Когда открылось, что Шац еврей, жить ему стало существенно тяжелее. Вроде как «полезный еврей» — слово на этот случай у немцев было. Норму уже выполнять приходилось — тройную. И терпел — от немцев и от своих. Но настоящих садистов в лагере было немного. Охранники тоже — обычные люди.
— Средние, — подсказываю я.
— Да, средние. — Полковник не замечает иронии.
Садистов немного было, не больше, чем теперь, но одна была — жена коменданта лагеря. Красивая баба, говорил отец. Туфлей любила ударить в пах. Штаны при себе снимать заставляла. Развлекалась, в общем. Доразвлекалась.
Освобождали их американцы. Делали так: окружали лагерь и ждали, пока охрана сдастся и заключенные ее перебьют. Сутки могли ждать, двое. Выдерживали дистанцию. Обычная для американцев практика. Немцы к ним в плен хотели, но зачем им пленные немцы?
— Что он с ней сделал? — спрашиваю.
— Отымел. Понял? Первым.
— А потом? Потом что? Убили?
— Ну, наверное, — пожимает плечами полковник. — Немцев всех перебили, вряд ли кто-нибудь спасся.
Мы некоторое время молчим.
— Скажите, как отец ваш потом относился к немцам?
— Нормально. Почему «относился»? Жив отец. Злится только, что пенсию немцы не платят. Он нигде у них по документам не проходил как Шац.

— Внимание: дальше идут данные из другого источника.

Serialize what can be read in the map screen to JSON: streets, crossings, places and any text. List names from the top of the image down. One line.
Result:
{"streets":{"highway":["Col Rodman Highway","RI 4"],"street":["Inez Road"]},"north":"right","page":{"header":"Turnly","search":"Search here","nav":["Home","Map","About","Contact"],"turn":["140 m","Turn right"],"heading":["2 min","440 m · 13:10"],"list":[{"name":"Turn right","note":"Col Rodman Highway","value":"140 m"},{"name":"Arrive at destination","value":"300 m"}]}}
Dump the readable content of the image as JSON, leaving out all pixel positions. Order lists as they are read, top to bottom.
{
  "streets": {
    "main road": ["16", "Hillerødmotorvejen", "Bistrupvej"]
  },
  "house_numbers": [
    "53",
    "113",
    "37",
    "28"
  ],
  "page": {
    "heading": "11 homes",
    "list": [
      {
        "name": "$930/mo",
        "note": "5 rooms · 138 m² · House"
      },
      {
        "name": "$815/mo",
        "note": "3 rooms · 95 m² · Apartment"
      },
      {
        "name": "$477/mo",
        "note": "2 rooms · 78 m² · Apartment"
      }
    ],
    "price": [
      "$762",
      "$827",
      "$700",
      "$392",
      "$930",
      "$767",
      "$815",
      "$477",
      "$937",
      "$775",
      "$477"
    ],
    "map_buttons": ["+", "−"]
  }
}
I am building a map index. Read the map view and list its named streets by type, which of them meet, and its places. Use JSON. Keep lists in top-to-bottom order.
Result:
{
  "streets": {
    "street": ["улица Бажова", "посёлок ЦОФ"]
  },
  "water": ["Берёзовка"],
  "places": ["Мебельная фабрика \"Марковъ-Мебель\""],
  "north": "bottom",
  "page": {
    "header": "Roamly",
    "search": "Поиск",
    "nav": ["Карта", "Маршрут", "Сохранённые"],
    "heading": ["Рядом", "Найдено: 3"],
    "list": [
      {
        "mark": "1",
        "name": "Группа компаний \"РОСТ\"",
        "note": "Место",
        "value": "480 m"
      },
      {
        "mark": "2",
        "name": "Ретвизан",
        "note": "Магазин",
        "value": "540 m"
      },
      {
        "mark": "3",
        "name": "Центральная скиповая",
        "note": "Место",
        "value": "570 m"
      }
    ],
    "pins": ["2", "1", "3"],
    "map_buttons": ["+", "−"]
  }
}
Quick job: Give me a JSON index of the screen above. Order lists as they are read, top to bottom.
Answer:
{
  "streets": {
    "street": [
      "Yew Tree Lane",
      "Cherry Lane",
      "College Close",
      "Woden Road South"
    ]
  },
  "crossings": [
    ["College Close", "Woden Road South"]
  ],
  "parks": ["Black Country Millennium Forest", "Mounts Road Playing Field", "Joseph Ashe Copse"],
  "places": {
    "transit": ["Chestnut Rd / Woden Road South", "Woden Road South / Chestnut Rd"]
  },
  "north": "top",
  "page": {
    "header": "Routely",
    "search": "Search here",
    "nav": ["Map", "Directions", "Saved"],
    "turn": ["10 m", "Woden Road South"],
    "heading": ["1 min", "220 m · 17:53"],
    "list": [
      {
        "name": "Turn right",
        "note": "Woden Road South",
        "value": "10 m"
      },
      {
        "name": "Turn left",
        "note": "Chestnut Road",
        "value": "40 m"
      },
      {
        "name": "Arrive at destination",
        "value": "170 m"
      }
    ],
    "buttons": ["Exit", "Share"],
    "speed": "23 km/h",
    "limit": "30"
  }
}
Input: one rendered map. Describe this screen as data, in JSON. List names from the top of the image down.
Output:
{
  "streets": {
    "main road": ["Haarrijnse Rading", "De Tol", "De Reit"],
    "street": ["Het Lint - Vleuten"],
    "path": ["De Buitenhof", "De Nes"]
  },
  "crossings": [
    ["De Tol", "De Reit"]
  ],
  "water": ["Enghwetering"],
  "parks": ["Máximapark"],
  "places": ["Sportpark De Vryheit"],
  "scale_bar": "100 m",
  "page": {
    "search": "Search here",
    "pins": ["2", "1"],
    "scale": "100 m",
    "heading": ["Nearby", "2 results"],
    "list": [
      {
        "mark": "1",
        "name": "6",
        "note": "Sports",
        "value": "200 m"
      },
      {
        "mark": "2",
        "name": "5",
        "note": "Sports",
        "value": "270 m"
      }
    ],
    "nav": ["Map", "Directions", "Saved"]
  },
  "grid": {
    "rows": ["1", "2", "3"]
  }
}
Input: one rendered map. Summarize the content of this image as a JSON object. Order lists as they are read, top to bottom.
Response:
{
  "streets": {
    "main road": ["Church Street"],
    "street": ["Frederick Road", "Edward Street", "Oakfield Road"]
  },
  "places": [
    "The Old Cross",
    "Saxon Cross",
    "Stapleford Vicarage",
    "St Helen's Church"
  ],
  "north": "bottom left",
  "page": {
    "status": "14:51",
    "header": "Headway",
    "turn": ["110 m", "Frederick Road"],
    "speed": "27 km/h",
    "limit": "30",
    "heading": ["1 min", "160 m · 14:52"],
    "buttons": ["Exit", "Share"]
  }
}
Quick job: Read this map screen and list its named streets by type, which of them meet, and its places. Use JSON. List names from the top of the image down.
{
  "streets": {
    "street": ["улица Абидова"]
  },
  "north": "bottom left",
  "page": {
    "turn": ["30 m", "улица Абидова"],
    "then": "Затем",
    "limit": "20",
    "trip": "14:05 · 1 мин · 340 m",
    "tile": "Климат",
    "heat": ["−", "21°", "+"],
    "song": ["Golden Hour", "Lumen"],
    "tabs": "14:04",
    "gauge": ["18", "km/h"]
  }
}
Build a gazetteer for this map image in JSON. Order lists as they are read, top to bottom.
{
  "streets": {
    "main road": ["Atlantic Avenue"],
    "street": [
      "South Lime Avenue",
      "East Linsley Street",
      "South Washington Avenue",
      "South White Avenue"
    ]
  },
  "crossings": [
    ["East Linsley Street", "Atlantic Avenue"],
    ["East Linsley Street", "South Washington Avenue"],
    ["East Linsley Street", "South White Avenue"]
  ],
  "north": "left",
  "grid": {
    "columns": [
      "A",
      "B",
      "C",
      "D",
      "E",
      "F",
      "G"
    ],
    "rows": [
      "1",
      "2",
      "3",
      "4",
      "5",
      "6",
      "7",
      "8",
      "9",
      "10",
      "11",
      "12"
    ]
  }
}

Жив отец его. И что делает? — Ничего он не делает, что ему делать? На рынок любит ходить. Бабу эту немецкую вспоминает. Раньше, пока была мать, молчал, а теперь чаще, чем о собственной жене, говорит.
В кабинете почти темно. Мне вдруг хочется поддержать полковника, хотя бы посмотреть ему в глаза, но он сидит спиной к окну, и глаз его я не вижу. Пробую что-то сказать: про недержание аффекта, про старческую сексуальность. Принадлежность к врачебной профессии как будто дает мне право произносить ничего, в общем, не значащие слова.
— За всю войну, — говорит полковник, — отец мой не убил ни одного человека. И если бы американцы твои освободили его как надо, по-человечески, теперь бы он немецкую бабу эту не вспоминал.
Полковник кончил рассказ и постепенно впадает в летаргию. Наверное, надо идти?
Спрошу напоследок:
— А что флажки у вас на карте обозначают?
Он вдруг широко улыбается, в полумраке видны его зубы:
— Ничего не обозначают. Флажки и флажки. Просто так.
Ну что, я пошел?
— И куда ты пошел без шапки? — спрашивает полковник. — Шапка есть?
— О, даже две: кепка и теплая, шерстяная.
— Надень шерстяную.
Петрозаводск: темень, холод, лед, улицы едва освещены, ничего не разберешь.
Вечером встречаю на конгрессе молодого человека с красивым голосом, того самого, из поезда, он делится впечатлениями от города, говорит: «Такая же жопа, как все остальное», и выражает желание продолжить знакомство в Москве:
— Пообедаем вместе? Чур, приглашаю я. — Между прочим спрашивает меня: — Разузнали про давешних побиенных? — Молодец, нашел слово.
— Нет, — отвечаю я. — Нет.
февраль 2010 г.
Цыганка
Он и человек разумный, и врач неплохой, мы хотим лечиться у таких, если что.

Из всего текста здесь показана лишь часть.